__YOUR TASK__:
Return the entries exactly. Images are not part of the copy.

------------------------

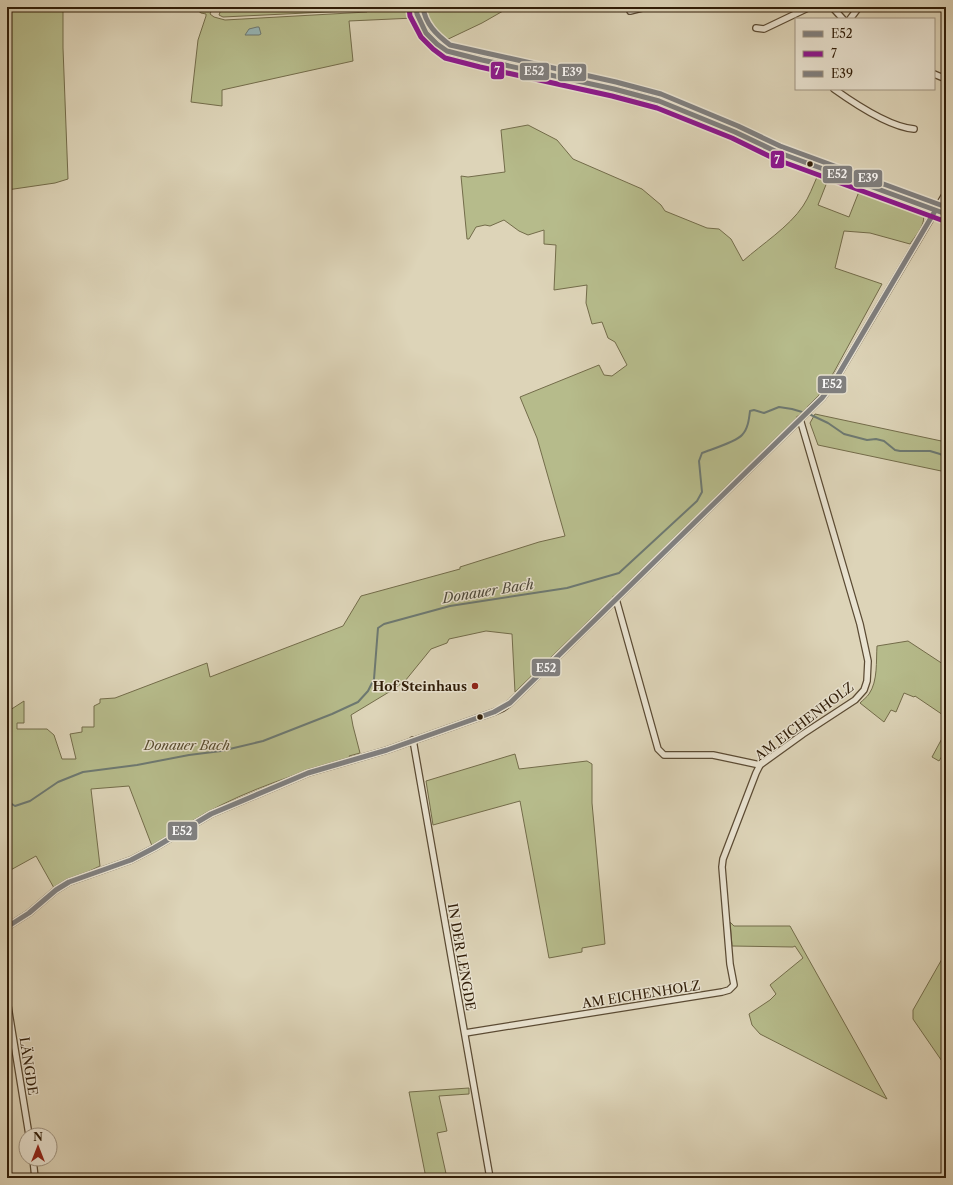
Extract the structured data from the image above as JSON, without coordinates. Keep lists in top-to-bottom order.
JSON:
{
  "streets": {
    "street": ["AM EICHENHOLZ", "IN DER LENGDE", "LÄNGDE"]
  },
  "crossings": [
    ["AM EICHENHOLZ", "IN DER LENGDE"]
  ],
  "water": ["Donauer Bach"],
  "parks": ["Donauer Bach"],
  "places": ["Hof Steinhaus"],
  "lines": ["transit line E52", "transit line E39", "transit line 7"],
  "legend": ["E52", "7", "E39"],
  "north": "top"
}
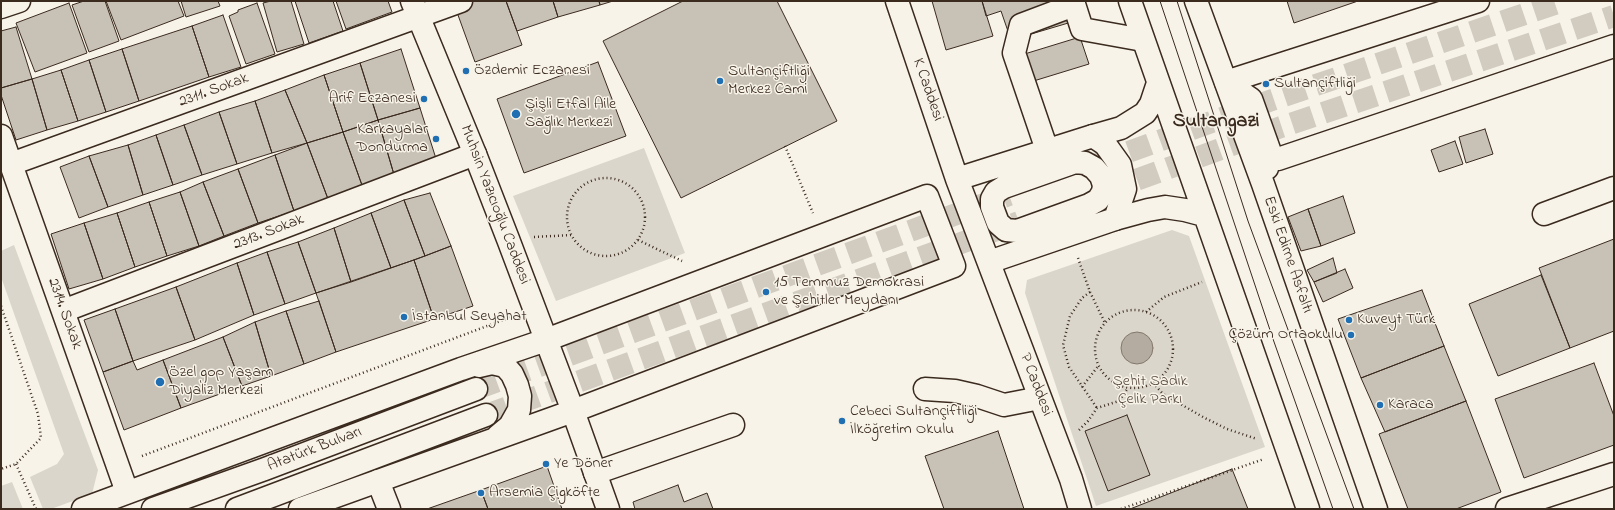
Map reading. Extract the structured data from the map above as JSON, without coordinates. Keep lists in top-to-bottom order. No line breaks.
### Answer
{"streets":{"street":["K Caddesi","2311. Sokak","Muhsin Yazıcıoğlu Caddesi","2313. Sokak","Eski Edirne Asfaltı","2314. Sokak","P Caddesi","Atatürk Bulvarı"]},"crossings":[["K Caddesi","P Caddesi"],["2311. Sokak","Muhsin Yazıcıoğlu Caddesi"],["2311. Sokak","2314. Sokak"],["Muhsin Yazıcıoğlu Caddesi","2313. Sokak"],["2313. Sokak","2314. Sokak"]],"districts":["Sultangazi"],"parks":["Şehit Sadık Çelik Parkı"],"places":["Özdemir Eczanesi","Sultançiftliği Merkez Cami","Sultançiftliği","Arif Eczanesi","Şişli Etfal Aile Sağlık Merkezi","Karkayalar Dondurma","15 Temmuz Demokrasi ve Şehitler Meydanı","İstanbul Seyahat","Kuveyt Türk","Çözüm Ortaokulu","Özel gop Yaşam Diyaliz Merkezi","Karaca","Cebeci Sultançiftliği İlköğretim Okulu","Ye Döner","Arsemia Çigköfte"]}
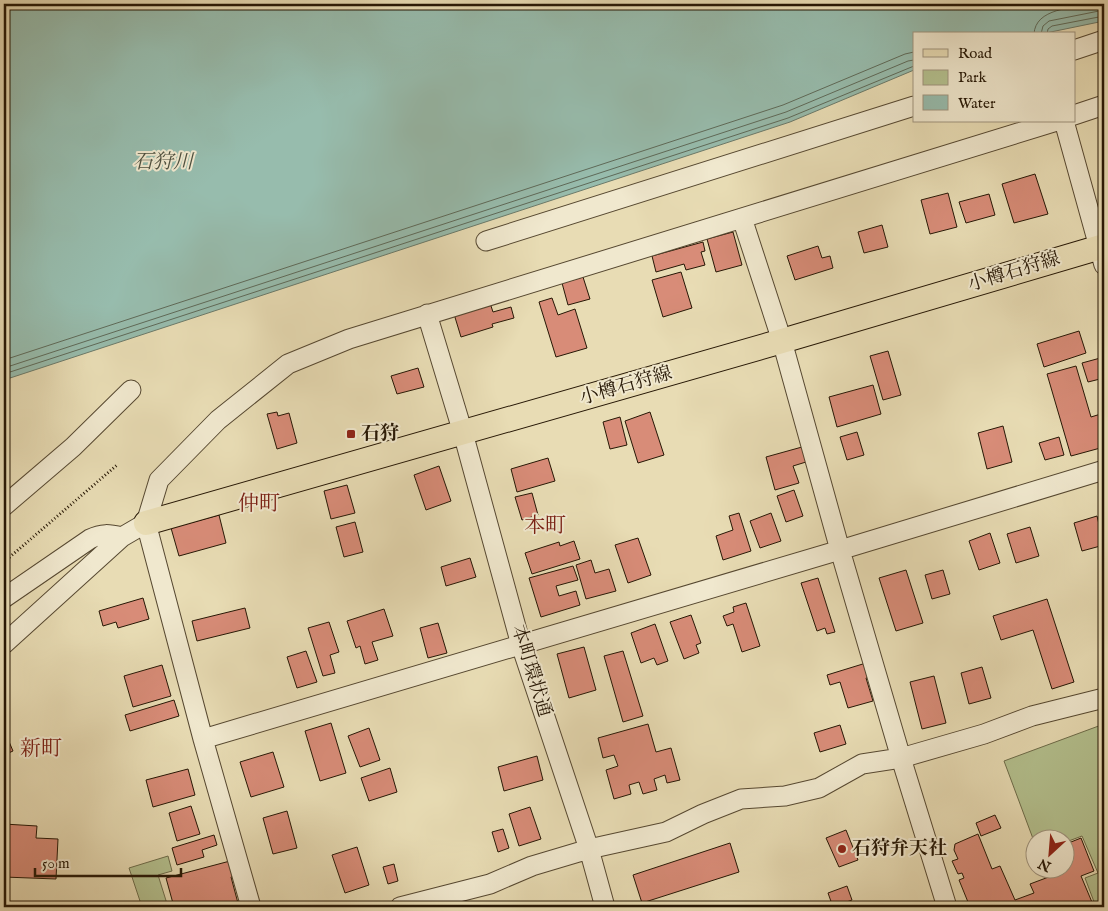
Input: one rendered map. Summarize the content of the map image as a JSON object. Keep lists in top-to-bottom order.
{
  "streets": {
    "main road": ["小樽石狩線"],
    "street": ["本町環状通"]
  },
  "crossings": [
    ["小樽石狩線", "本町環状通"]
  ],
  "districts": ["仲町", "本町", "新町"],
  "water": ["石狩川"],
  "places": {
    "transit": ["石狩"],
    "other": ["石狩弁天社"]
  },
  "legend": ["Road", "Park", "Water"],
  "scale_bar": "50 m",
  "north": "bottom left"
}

------------------------

__ANSWER AREA__:
Extract the structured data from the image above as JSON, without coordinates. Keep lists in top-to-bottom order.
JSON:
{
  "streets": {
    "street": ["AM EICHENHOLZ", "IN DER LENGDE", "LÄNGDE"]
  },
  "crossings": [
    ["AM EICHENHOLZ", "IN DER LENGDE"]
  ],
  "water": ["Donauer Bach"],
  "parks": ["Donauer Bach"],
  "places": ["Hof Steinhaus"],
  "lines": ["transit line E52", "transit line E39", "transit line 7"],
  "legend": ["E52", "7", "E39"],
  "north": "top"
}
Map reading. Extract the structured data from the map above as JSON, without coordinates. Keep lists in top-to-bottom order. No line breaks.
### Answer
{"streets":{"street":["K Caddesi","2311. Sokak","Muhsin Yazıcıoğlu Caddesi","2313. Sokak","Eski Edirne Asfaltı","2314. Sokak","P Caddesi","Atatürk Bulvarı"]},"crossings":[["K Caddesi","P Caddesi"],["2311. Sokak","Muhsin Yazıcıoğlu Caddesi"],["2311. Sokak","2314. Sokak"],["Muhsin Yazıcıoğlu Caddesi","2313. Sokak"],["2313. Sokak","2314. Sokak"]],"districts":["Sultangazi"],"parks":["Şehit Sadık Çelik Parkı"],"places":["Özdemir Eczanesi","Sultançiftliği Merkez Cami","Sultançiftliği","Arif Eczanesi","Şişli Etfal Aile Sağlık Merkezi","Karkayalar Dondurma","15 Temmuz Demokrasi ve Şehitler Meydanı","İstanbul Seyahat","Kuveyt Türk","Çözüm Ortaokulu","Özel gop Yaşam Diyaliz Merkezi","Karaca","Cebeci Sultançiftliği İlköğretim Okulu","Ye Döner","Arsemia Çigköfte"]}
Input: one rendered map. Summarize the content of the map image as a JSON object. Keep lists in top-to-bottom order.
{
  "streets": {
    "main road": ["小樽石狩線"],
    "street": ["本町環状通"]
  },
  "crossings": [
    ["小樽石狩線", "本町環状通"]
  ],
  "districts": ["仲町", "本町", "新町"],
  "water": ["石狩川"],
  "places": {
    "transit": ["石狩"],
    "other": ["石狩弁天社"]
  },
  "legend": ["Road", "Park", "Water"],
  "scale_bar": "50 m",
  "north": "bottom left"
}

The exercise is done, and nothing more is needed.